What Is the Difference Between Evolution and Natural Selection?

The terms evolution and natural selection are frequently used interchangeably, often leading to a misunderstanding of these foundational concepts in biology. They are not synonyms, but represent distinct levels of biological change. Evolution describes the overarching historical pattern of life, while natural selection is a powerful process that acts as a primary engine for that change. Understanding the difference requires separating the large-scale outcome (evolution) from the specific mechanism (natural selection).

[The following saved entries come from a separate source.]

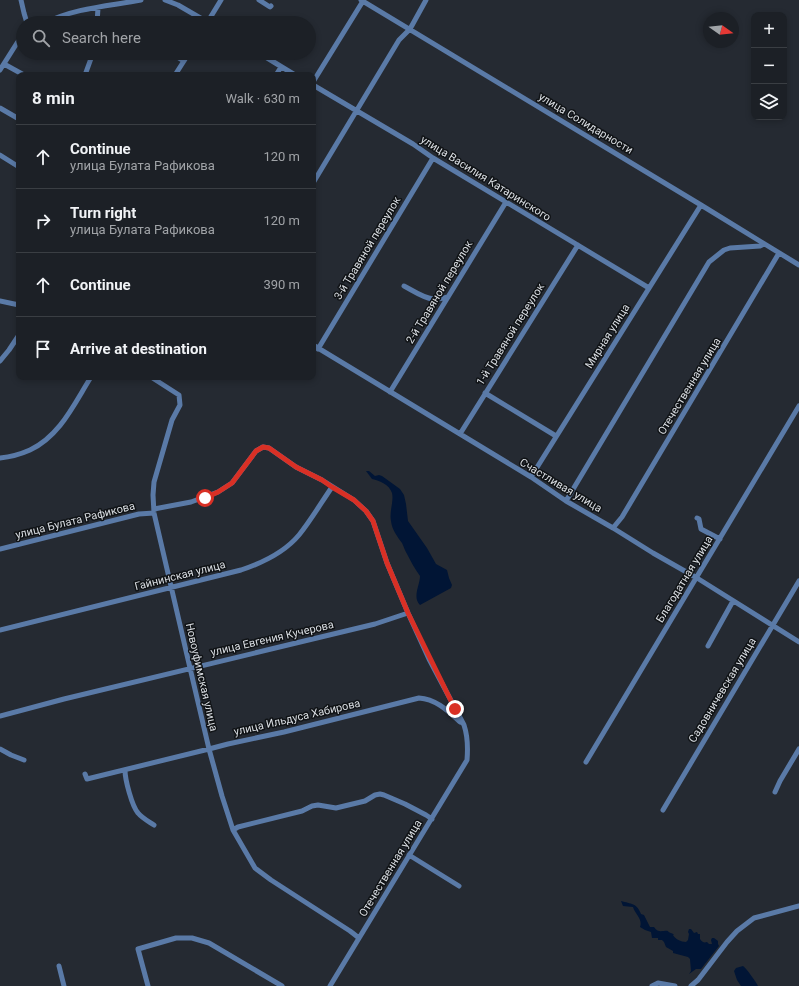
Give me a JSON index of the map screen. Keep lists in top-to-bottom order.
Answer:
{
  "streets": {
    "street": [
      "улица Солидарности",
      "улица Василия Катаринского",
      "3-й Травяной переулок",
      "2-й Травяной переулок",
      "1-й Травяной переулок",
      "Мирная улица",
      "Отечественная улица",
      "Счастливая улица",
      "улица Булата Рафикова",
      "Гайнинская улица",
      "Благодатная улица",
      "улица Евгения Кучерова",
      "Новоуфимская улица",
      "Садовничевская улица",
      "улица Ильдуса Хабирова"
    ]
  },
  "crossings": [
    ["улица Солидарности", "Мирная улица"],
    ["улица Солидарности", "Отечественная улица"],
    ["улица Василия Катаринского", "3-й Травяной переулок"],
    ["улица Василия Катаринского", "2-й Травяной переулок"],
    ["улица Василия Катаринского", "1-й Травяной переулок"],
    ["улица Василия Катаринского", "Мирная улица"],
    ["2-й Травяной переулок", "Счастливая улица"],
    ["1-й Травяной переулок", "Счастливая улица"],
    ["Мирная улица", "Счастливая улица"],
    ["Отечественная улица", "Счастливая улица"],
    ["Отечественная улица", "Новоуфимская улица"],
    ["Отечественная улица", "улица Ильдуса Хабирова"],
    ["Счастливая улица", "Благодатная улица"],
    ["Счастливая улица", "Садовничевская улица"],
    ["улица Булата Рафикова", "Гайнинская улица"],
    ["улица Булата Рафикова", "Новоуфимская улица"],
    ["Гайнинская улица", "Новоуфимская улица"],
    ["улица Евгения Кучерова", "Новоуфимская улица"],
    ["Новоуфимская улица", "улица Ильдуса Хабирова"]
  ],
  "north": "right",
  "page": {
    "map_buttons": ["+", "−"],
    "search": "Search here",
    "heading": ["8 min", "Walk · 630 m"],
    "list": [
      ["Continue", "улица Булата Рафикова", "120 m"],
      ["Turn right", "улица Булата Рафикова", "120 m"],
      ["Continue", "390 m"],
      "Arrive at destination"
    ]
  }
}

Defining Evolution: Change Across Generations

Evolution is defined as a cumulative change in the heritable characteristics of a biological population over successive generations. This is most precisely understood as a change in the frequency of alleles within a population’s gene pool over time. An allele is a variant form of a gene, and its frequency is the proportion of that variant relative to others in the population.

When the proportion of a certain allele changes from one generation to the next, the population has evolved. This shift in genetic makeup can manifest as changes in visible traits, physiology, or behavior. Evolution is the observed pattern of descent with modification, representing the historical record of life’s transformation, and it occurs regardless of the specific cause of the change.

Defining Natural Selection: The Adaptation Mechanism

Natural selection is a mechanism that leads to adaptive evolution, explaining how organisms become better suited to their environments. This process requires four necessary components:

  • Individuals must exhibit variation in their traits, such as differences in body size or color.
  • These traits must be heritable, meaning they can be consistently passed down from parent to offspring.
  • There must be a high rate of population growth, producing more offspring than local resources can support, which creates competition for limited resources.
  • Differential survival and reproduction must occur, where individuals with favorable traits contribute more offspring to the next generation.

Individuals possessing traits that make them better suited to their specific environment survive and reproduce more successfully. This causes favorable, heritable traits to become increasingly common in the population over time, leading to adaptation. The environment itself is the selective pressure, favoring certain traits over others.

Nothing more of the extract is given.